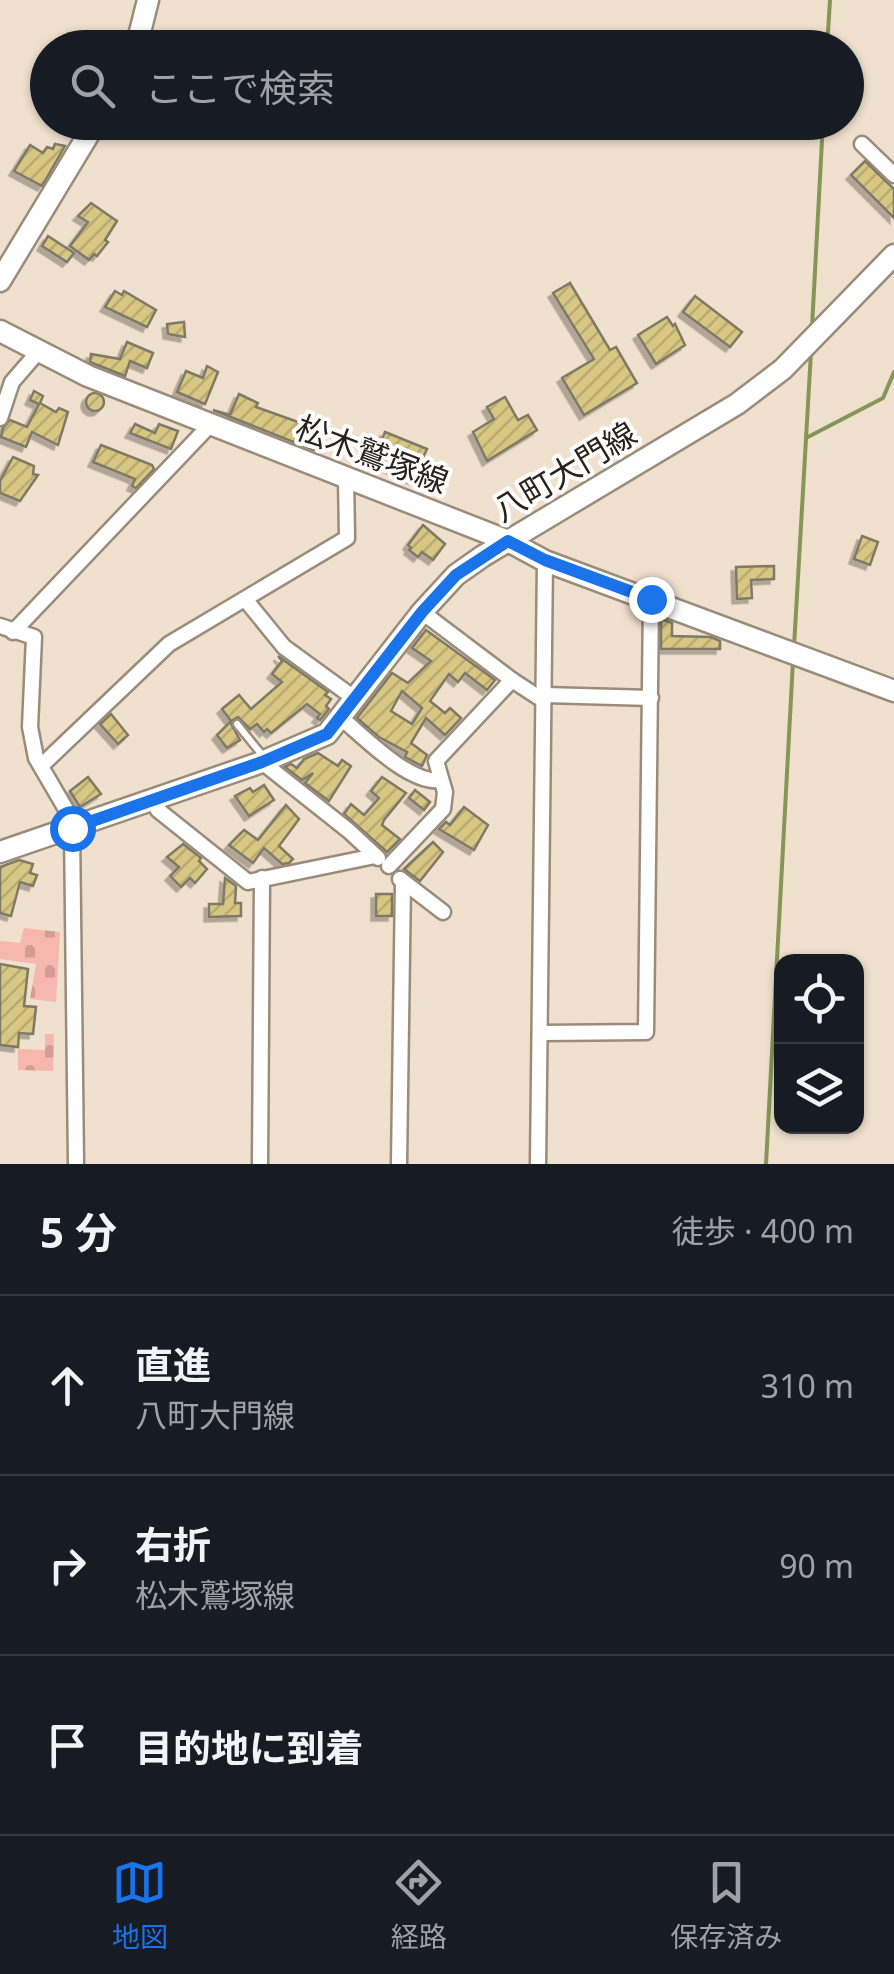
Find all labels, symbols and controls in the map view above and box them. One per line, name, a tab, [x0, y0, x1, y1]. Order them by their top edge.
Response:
search box	[30, 30, 864, 140]
icon: search	[65, 58, 120, 113]
text: ここで検索	[145, 61, 335, 113]
street label: 松木鷲塚線	[290, 405, 455, 502]
street label: 八町大門線	[485, 411, 644, 530]
route end	[629, 577, 675, 623]
route start	[50, 806, 96, 852]
map controls	[774, 954, 864, 1134]
button: locate	[774, 954, 864, 1044]
button: layers	[774, 1044, 864, 1134]
text: 5 分	[40, 1203, 117, 1260]
text: 徒歩 · 400 m	[672, 1209, 854, 1252]
text: 直進	[135, 1338, 211, 1390]
icon: ahead	[40, 1358, 95, 1413]
text: 310 m	[761, 1364, 854, 1407]
text: 八町大門線	[135, 1393, 295, 1436]
text: 右折	[135, 1518, 211, 1570]
icon: right	[40, 1538, 95, 1593]
text: 90 m	[779, 1544, 854, 1587]
text: 松木鷲塚線	[135, 1573, 295, 1616]
icon: arrive	[40, 1718, 95, 1773]
text: 目的地に到着	[135, 1721, 363, 1773]
tab: 地図	[112, 1855, 168, 1955]
tab: 経路	[391, 1855, 447, 1955]
tab: 保存済み	[670, 1855, 782, 1955]

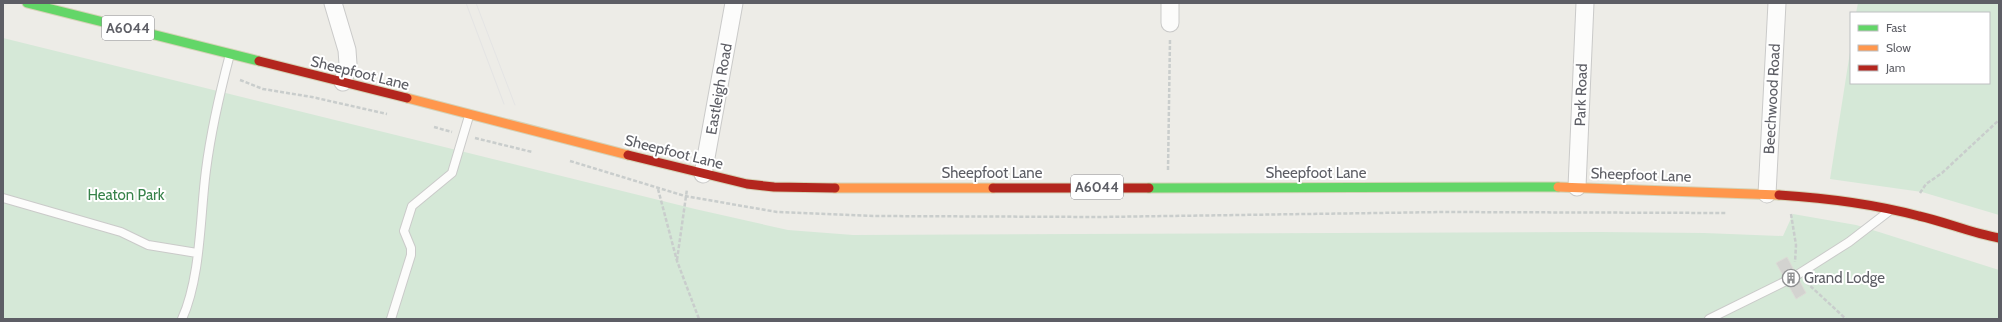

(Exercise directions) Your task is to return every entry exactly as it was written, with the pictures removed.

(Answer to the problem)
Find all labels, symbols and controls in the map view above and box them. One per line, name, a tab, [x0, y0, x1, y1]. Order them by their top edge.
Response:
search box	[30, 30, 864, 140]
icon: search	[65, 58, 120, 113]
text: ここで検索	[145, 61, 335, 113]
street label: 松木鷲塚線	[290, 405, 455, 502]
street label: 八町大門線	[485, 411, 644, 530]
route end	[629, 577, 675, 623]
route start	[50, 806, 96, 852]
map controls	[774, 954, 864, 1134]
button: locate	[774, 954, 864, 1044]
button: layers	[774, 1044, 864, 1134]
text: 5 分	[40, 1203, 117, 1260]
text: 徒歩 · 400 m	[672, 1209, 854, 1252]
text: 直進	[135, 1338, 211, 1390]
icon: ahead	[40, 1358, 95, 1413]
text: 310 m	[761, 1364, 854, 1407]
text: 八町大門線	[135, 1393, 295, 1436]
text: 右折	[135, 1518, 211, 1570]
icon: right	[40, 1538, 95, 1593]
text: 90 m	[779, 1544, 854, 1587]
text: 松木鷲塚線	[135, 1573, 295, 1616]
icon: arrive	[40, 1718, 95, 1773]
text: 目的地に到着	[135, 1721, 363, 1773]
tab: 地図	[112, 1855, 168, 1955]
tab: 経路	[391, 1855, 447, 1955]
tab: 保存済み	[670, 1855, 782, 1955]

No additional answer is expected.